Version 4.33 of the Triton Ocean SDK for OpenGL and DirectX has replaced the AMD APP SDK to the open-source SDK for OpenCL.
This means Triton’s OpenCL support is no longer limited to AMD video cards. Any vendor that supports OpenCL 2.0 or newer in their video drivers can now accelerate Triton’s 3D ocean wave equations using their graphics processing unit (GPU).
That includes Intel HD Graphics, unlocking GPU acceleration for our wave simulations on Intel for the first time.
Customers are increasingly using inexpensive mini-PCs as image generators. The new release means Triton can run smoothly even on the low-end systems. Triton 4.33 has been tested on an Intel NUC PC and achieved fluid framerates, with Triton computing tens of thousands of ocean waves in parallel on Intel’s integrated graphics chip.
Triton’s OpenCL plugin also works on NVidia cards, although customers should continue using Triton’s default CUDA integration on NVidia platforms. Triton automatically chooses the best framework on the user’s platform. The user does not need to do anything to take advantage of OpenCL or CUDA acceleration as a developer or an end-user.
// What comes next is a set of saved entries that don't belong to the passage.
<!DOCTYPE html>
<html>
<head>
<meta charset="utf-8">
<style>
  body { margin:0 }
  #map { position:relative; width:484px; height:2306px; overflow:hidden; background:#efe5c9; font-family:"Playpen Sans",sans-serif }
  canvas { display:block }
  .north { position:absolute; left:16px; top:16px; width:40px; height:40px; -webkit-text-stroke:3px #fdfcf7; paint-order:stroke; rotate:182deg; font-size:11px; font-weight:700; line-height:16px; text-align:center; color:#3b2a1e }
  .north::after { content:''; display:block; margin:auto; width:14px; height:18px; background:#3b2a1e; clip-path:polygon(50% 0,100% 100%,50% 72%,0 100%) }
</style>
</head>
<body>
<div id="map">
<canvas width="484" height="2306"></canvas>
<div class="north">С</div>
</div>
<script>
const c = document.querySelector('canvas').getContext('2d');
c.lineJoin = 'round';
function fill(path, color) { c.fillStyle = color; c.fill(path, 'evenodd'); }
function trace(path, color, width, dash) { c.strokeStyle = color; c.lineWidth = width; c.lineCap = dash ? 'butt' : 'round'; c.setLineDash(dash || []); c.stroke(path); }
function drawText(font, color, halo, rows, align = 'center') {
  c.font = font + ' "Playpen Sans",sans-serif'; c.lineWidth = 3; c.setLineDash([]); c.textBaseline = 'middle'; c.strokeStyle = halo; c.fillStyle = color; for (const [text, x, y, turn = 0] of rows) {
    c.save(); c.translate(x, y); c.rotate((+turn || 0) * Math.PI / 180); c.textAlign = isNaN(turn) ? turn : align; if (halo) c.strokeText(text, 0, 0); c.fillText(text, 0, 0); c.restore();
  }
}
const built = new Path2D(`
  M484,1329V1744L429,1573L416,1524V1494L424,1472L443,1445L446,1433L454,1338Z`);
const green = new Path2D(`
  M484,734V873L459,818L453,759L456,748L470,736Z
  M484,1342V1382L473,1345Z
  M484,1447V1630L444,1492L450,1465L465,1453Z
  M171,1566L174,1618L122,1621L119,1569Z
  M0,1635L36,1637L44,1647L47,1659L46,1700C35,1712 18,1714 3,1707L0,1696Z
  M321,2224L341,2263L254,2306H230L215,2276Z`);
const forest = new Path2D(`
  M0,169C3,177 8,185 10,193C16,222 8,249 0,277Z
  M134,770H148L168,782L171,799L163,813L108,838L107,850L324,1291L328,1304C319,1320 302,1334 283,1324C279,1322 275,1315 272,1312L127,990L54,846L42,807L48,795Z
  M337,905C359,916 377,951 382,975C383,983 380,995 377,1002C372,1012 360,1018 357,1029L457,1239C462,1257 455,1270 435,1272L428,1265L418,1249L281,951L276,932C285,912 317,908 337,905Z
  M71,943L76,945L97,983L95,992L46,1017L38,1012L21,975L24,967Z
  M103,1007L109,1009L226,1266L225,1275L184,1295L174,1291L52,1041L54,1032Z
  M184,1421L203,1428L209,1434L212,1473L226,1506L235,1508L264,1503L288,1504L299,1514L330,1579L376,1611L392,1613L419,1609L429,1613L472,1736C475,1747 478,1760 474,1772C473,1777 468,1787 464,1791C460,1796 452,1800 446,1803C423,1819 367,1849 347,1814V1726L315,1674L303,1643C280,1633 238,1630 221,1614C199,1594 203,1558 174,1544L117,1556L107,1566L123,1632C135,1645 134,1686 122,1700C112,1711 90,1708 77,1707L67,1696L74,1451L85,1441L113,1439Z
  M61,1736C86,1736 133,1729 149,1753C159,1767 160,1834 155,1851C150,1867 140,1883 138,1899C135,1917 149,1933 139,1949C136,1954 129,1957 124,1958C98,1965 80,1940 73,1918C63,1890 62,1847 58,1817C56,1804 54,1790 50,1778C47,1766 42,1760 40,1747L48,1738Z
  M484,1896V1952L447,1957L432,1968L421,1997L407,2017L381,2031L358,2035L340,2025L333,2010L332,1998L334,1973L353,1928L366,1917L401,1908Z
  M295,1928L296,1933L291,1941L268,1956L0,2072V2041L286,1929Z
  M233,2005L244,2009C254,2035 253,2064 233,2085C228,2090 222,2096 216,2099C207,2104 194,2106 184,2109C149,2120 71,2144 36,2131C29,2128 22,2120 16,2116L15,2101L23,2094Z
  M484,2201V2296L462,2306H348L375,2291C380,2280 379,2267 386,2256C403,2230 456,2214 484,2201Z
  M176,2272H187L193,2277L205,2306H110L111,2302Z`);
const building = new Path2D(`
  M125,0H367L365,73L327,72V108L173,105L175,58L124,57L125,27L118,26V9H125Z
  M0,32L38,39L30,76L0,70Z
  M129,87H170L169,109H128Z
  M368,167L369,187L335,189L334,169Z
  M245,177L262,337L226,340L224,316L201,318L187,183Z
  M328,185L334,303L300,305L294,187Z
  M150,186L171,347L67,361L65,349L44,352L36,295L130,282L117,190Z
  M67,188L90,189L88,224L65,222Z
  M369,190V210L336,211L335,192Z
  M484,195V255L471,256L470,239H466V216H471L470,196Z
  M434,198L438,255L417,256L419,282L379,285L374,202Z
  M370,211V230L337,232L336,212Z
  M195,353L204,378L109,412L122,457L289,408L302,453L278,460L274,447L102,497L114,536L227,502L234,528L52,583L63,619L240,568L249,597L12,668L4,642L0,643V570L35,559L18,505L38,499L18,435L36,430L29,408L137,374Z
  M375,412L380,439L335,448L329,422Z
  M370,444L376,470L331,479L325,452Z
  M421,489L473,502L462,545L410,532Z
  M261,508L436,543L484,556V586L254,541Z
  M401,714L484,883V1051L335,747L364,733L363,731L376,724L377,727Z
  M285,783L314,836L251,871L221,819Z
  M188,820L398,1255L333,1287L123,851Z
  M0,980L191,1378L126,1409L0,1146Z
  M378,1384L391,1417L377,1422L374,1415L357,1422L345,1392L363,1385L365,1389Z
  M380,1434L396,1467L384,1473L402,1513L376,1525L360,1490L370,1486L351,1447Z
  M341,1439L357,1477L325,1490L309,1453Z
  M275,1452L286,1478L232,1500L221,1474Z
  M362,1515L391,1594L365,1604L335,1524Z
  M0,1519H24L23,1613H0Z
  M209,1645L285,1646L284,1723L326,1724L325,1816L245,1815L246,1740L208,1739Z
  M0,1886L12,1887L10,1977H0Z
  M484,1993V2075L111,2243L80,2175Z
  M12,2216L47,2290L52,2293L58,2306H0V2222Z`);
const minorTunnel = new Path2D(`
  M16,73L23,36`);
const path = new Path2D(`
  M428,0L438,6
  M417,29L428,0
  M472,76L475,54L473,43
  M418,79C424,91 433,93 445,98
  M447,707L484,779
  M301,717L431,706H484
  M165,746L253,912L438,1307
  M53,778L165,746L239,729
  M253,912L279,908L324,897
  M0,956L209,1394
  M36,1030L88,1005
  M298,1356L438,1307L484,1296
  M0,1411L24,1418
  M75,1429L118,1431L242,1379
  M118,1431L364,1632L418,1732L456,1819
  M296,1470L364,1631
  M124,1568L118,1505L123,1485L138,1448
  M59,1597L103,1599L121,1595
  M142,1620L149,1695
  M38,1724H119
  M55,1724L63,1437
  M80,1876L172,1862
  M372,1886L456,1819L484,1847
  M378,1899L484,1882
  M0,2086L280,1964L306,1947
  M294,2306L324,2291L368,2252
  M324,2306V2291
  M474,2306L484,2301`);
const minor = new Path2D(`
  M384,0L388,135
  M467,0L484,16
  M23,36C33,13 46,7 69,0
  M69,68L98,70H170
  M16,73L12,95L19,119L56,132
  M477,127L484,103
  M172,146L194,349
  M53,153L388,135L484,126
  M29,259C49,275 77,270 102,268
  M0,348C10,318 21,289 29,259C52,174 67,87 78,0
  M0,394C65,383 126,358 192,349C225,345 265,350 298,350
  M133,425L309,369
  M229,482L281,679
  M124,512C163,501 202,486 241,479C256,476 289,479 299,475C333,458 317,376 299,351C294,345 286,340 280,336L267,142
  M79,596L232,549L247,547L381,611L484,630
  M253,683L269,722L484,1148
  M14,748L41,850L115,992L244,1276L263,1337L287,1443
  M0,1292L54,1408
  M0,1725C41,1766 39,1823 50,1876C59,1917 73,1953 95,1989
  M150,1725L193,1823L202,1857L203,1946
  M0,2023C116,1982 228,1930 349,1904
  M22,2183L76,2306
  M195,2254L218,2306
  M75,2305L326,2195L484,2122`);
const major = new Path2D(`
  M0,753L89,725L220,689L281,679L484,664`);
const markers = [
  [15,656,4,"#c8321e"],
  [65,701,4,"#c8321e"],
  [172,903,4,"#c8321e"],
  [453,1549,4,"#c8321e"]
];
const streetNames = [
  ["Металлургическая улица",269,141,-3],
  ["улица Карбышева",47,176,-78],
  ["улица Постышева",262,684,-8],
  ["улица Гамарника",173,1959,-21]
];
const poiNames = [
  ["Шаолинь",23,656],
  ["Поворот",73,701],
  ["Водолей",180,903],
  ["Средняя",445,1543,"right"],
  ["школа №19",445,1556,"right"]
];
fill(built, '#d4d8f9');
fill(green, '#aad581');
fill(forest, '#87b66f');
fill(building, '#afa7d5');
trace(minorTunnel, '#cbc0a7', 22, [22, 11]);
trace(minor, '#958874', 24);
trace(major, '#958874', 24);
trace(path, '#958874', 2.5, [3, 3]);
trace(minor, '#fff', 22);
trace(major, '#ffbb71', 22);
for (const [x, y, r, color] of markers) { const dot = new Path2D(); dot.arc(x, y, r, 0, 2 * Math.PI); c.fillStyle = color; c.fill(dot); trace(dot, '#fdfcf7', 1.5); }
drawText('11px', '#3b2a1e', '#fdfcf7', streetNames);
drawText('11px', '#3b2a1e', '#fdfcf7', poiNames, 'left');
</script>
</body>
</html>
Linux developers will need to ensure the clFFT library is installed prior to building Triton from the source. On Windows, everything the user needs is already included with the SDK.
Triton 4.33 also fixes an issue in the Triton Preview Tool that caused it to crash if SilverLining SDK was not also installed.
Users can request an evaluation SDK of Triton 4.33 at Sundog Software’s evaluation download page and licensed customers can access it from their download portal.